▶ [WHAT YOU NEED TO DO]:
Select all lines holding the word "SourceGraphic" from the entries that follow.

┌──

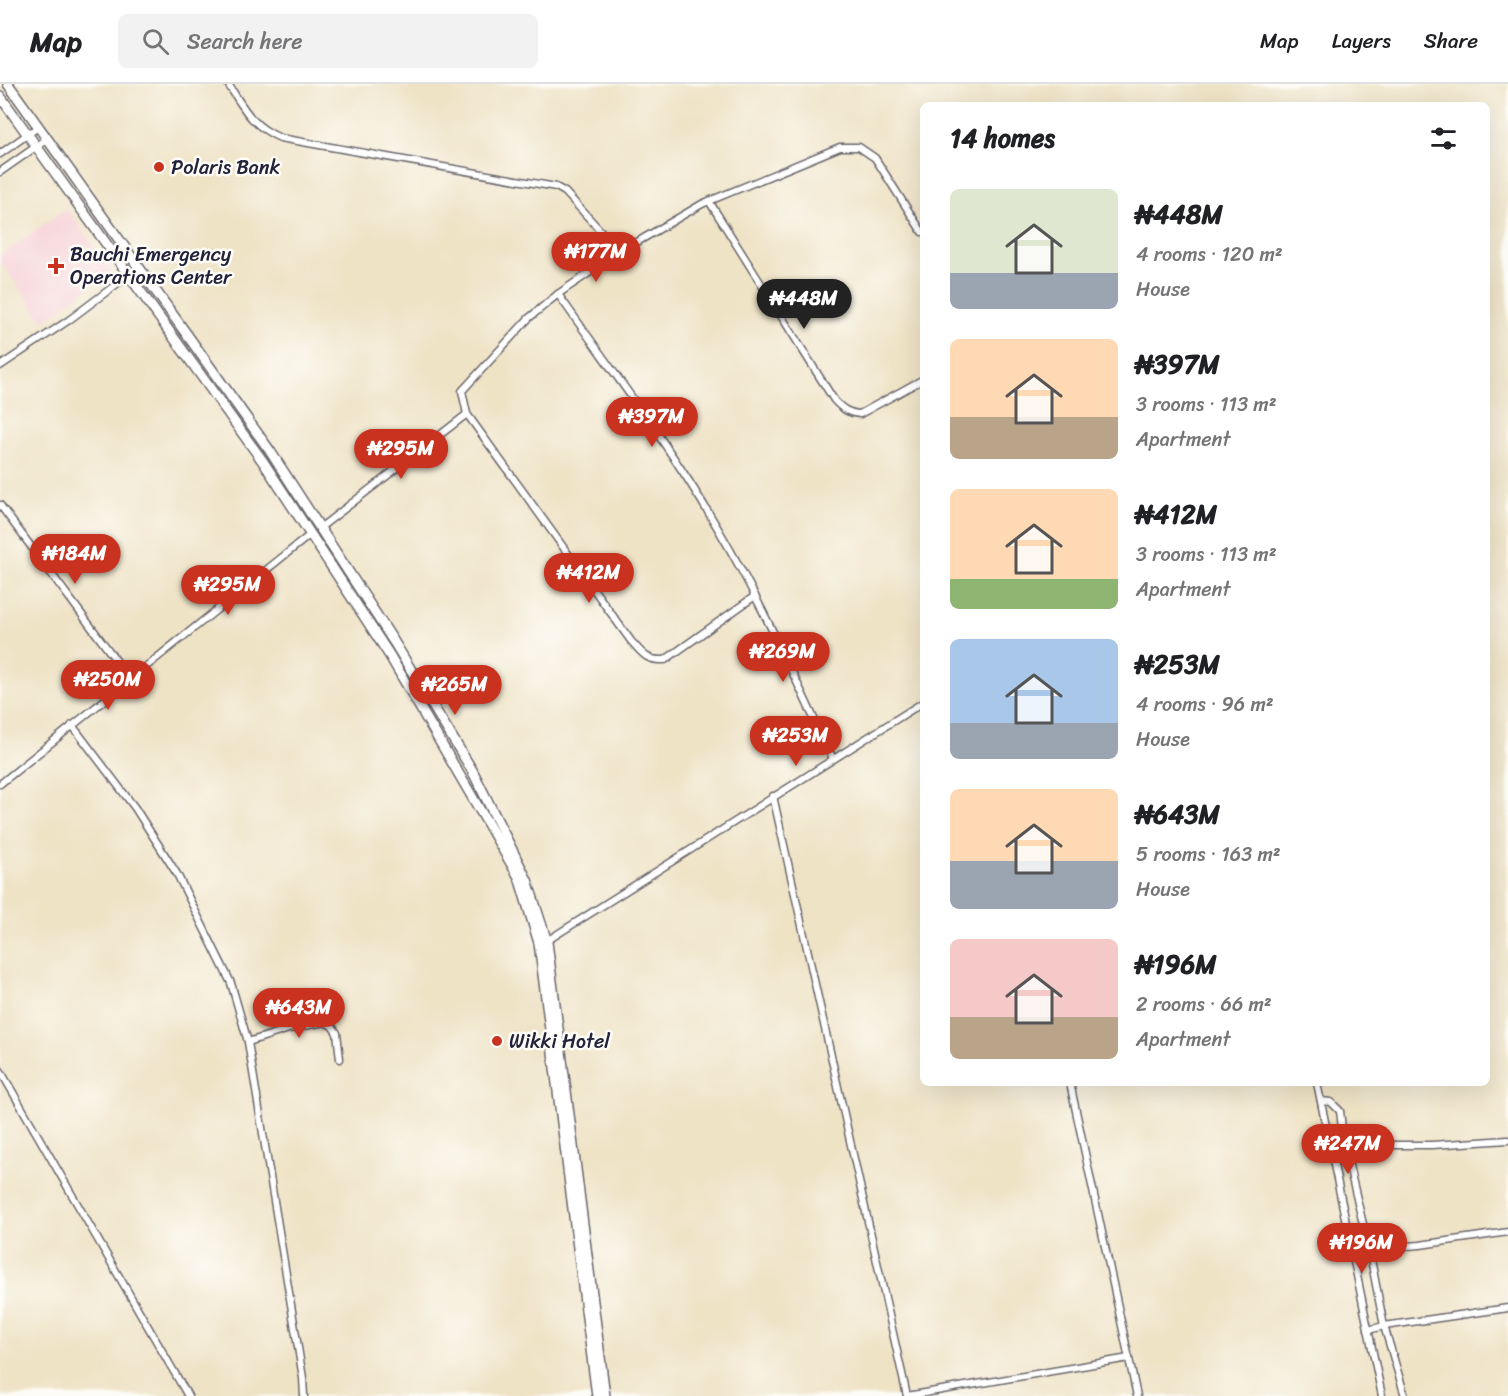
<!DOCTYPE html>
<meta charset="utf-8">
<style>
body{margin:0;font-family:Sriracha,sans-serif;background:#f2f2f2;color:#202124;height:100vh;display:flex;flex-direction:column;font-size:22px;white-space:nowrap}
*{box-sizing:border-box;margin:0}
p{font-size:20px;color:#757577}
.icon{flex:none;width:33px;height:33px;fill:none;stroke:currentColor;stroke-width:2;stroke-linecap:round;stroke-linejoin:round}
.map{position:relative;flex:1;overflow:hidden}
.panel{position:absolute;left:920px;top:18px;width:570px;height:984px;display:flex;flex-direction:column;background:#fff;border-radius:9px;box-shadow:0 6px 24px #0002}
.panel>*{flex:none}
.price{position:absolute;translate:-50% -51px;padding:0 14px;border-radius:21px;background:#c8321e;color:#fff;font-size:20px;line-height:39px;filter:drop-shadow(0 2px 3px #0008)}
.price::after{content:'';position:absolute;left:50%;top:36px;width:18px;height:14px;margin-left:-9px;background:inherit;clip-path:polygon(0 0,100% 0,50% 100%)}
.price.selected{background:#222;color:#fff}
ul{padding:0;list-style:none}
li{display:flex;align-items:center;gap:18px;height:150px;padding:0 30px}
li span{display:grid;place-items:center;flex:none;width:168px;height:120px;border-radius:9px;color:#555}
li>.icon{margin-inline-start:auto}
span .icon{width:72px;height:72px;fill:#fffc;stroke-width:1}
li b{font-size:26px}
h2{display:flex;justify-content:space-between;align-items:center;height:72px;padding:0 30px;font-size:26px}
header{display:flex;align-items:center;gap:36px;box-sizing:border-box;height:84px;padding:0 30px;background:#fff;border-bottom:2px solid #e0e0e0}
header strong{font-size:28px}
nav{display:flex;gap:33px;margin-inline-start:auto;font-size:21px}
.search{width:420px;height:54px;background:#f2f2f2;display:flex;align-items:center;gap:15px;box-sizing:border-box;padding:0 21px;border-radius:9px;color:#757577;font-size:22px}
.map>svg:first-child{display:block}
</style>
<header>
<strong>Map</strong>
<div class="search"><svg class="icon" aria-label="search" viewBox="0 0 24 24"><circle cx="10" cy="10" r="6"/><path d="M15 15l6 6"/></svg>Search here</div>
<nav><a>Map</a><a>Layers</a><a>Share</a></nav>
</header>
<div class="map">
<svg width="1508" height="1312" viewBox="0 0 1508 1312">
<rect width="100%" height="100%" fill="#fdfcf7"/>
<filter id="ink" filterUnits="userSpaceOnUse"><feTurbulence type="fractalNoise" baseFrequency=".0167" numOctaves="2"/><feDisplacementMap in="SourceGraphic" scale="12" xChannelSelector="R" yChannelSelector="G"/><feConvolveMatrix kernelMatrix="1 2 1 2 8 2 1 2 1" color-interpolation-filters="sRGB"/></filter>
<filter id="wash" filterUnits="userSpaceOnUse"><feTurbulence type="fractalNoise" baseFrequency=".008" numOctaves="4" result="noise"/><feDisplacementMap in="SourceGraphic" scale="24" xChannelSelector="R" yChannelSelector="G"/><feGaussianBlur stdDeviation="1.35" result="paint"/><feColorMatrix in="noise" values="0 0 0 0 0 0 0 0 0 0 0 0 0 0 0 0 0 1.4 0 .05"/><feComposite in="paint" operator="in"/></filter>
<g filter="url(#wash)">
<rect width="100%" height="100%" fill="#efe3c6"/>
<path fill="#f6cfd6" d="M 66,124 L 112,187 L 43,237 L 0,177 L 0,172 Z"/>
</g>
<g filter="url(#ink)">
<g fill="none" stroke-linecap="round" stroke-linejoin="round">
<g stroke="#6a666c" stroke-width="9">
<g id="street">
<path d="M 228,0 C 245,26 251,41 280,54 L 556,103 L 565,108 L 620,168"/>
<path d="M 0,70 L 38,43"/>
<path d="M 0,88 L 47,55"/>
<path d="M 709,117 L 834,316 C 842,325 848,329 860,330 L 922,296"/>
<path d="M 558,210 C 612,287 670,362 717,443 C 761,517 796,597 833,675"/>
<path d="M 0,282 L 69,236 L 138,184"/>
<path d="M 0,421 L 130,595"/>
<path d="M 321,443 L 467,330"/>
<path d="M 755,512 L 665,576 C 646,577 643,570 631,557 L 467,330 L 462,307 L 529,234 L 558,210 L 620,168 L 702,120 L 840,63 L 859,63 L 875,74 L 922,148"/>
<path d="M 72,641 L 135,724 L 177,790 L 231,899 L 248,958 L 303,1294 L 304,1312"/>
<path d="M 0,700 L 311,450"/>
<path d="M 773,712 L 907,1312"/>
<path d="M 545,858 L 922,619"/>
<path d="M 248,958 L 289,945 L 325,938 L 332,942 L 337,949 L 340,975"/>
<path d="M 0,986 L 188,1312"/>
<path d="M 1070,999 L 1137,1312"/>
<path d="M 1317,999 L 1382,1312"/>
<path d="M 1321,1017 L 1331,1018 L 1340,1027 L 1344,1061 L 1432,1061 L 1508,1056"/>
<path d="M 1344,1061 L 1369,1165 L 1384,1242 L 1405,1312"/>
<path d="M 1352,1169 L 1369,1165 L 1420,1161 L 1508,1148"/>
<path d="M 1368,1246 L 1384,1242 L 1508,1224"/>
<path d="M 907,1312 L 1129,1274"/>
</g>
</g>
<g stroke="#6a666c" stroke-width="12">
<g id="secondary">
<path d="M 8,0 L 270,367 L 394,558 L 472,686 L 527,796 L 547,858 L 605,1312"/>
<path d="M 0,12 L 264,379 L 390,572 L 519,793 L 539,859 L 597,1312"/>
</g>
</g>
<use href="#street" stroke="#fff" stroke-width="6"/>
<use href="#secondary" stroke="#fff" stroke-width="9"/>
</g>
</g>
<g fill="#c8321e" stroke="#fdfcf7" stroke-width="2">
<circle cx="159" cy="83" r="6"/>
<path d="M53 173h6v6h6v6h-6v6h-6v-6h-6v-6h6z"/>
<circle cx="497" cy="957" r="6"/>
</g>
<g text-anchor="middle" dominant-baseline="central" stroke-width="5" stroke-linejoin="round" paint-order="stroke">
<g font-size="20" fill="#22223b" stroke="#fdfcf7" text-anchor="start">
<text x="171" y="83">Polaris Bank</text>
<text x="70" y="170">Bauchi Emergency<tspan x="70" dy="23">Operations Center</tspan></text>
<text x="509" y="957">Wikki Hotel</text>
</g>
</g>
</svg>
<b class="price" style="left:596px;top:199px">₦177M</b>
<b class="price selected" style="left:804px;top:246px">₦448M</b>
<b class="price" style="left:652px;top:364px">₦397M</b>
<b class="price" style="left:401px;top:396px">₦295M</b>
<b class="price" style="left:75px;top:501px">₦184M</b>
<b class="price" style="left:589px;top:520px">₦412M</b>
<b class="price" style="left:228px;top:532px">₦295M</b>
<b class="price" style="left:783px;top:599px">₦269M</b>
<b class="price" style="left:108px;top:627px">₦250M</b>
<b class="price" style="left:455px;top:632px">₦265M</b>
<b class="price" style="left:796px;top:683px">₦253M</b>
<b class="price" style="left:299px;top:955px">₦643M</b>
<b class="price" style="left:1348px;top:1091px">₦247M</b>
<b class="price" style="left:1362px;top:1190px">₦196M</b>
<section class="panel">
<h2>14 homes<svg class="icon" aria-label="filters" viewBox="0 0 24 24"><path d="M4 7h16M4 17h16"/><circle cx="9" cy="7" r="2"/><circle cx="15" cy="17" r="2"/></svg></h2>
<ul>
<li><span style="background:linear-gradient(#dfe7d0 70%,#9aa5b1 0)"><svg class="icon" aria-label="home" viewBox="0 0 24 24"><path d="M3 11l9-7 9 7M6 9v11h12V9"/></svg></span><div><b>₦448M</b><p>4 rooms · 120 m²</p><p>House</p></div></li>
<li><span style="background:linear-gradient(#ffd9b3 65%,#b9a48a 0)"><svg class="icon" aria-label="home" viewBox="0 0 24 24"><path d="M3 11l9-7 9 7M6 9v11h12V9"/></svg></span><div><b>₦397M</b><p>3 rooms · 113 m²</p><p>Apartment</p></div></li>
<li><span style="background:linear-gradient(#ffd9b3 75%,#8fb573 0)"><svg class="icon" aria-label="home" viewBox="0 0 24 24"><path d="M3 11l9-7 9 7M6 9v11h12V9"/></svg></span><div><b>₦412M</b><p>3 rooms · 113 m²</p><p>Apartment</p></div></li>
<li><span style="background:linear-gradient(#a9c7e8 70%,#9aa5b1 0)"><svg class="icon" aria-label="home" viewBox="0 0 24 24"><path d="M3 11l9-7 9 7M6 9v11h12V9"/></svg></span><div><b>₦253M</b><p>4 rooms · 96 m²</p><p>House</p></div></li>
<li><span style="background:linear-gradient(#ffd9b3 60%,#9aa5b1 0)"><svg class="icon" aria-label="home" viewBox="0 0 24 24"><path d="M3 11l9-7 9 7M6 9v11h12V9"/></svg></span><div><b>₦643M</b><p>5 rooms · 163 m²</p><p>House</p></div></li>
<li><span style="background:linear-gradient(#f6c9c9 65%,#b9a48a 0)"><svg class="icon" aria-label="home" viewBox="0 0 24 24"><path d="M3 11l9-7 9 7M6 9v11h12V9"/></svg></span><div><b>₦196M</b><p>2 rooms · 66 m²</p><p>Apartment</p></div></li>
</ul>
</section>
</div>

└──

▶ [EXERCISE OUTPUT]:
<filter id="ink" filterUnits="userSpaceOnUse"><feTurbulence type="fractalNoise" baseFrequency=".0167" numOctaves="2"/><feDisplacementMap in="SourceGraphic" scale="12" xChannelSelector="R" yChannelSelector="G"/><feConvolveMatrix kernelMatrix="1 2 1 2 8 2 1 2 1" color-interpolation-filters="sRGB"/></filter>
<filter id="wash" filterUnits="userSpaceOnUse"><feTurbulence type="fractalNoise" baseFrequency=".008" numOctaves="4" result="noise"/><feDisplacementMap in="SourceGraphic" scale="24" xChannelSelector="R" yChannelSelector="G"/><feGaussianBlur stdDeviation="1.35" result="paint"/><feColorMatrix in="noise" values="0 0 0 0 0 0 0 0 0 0 0 0 0 0 0 0 0 1.4 0 .05"/><feComposite in="paint" operator="in"/></filter>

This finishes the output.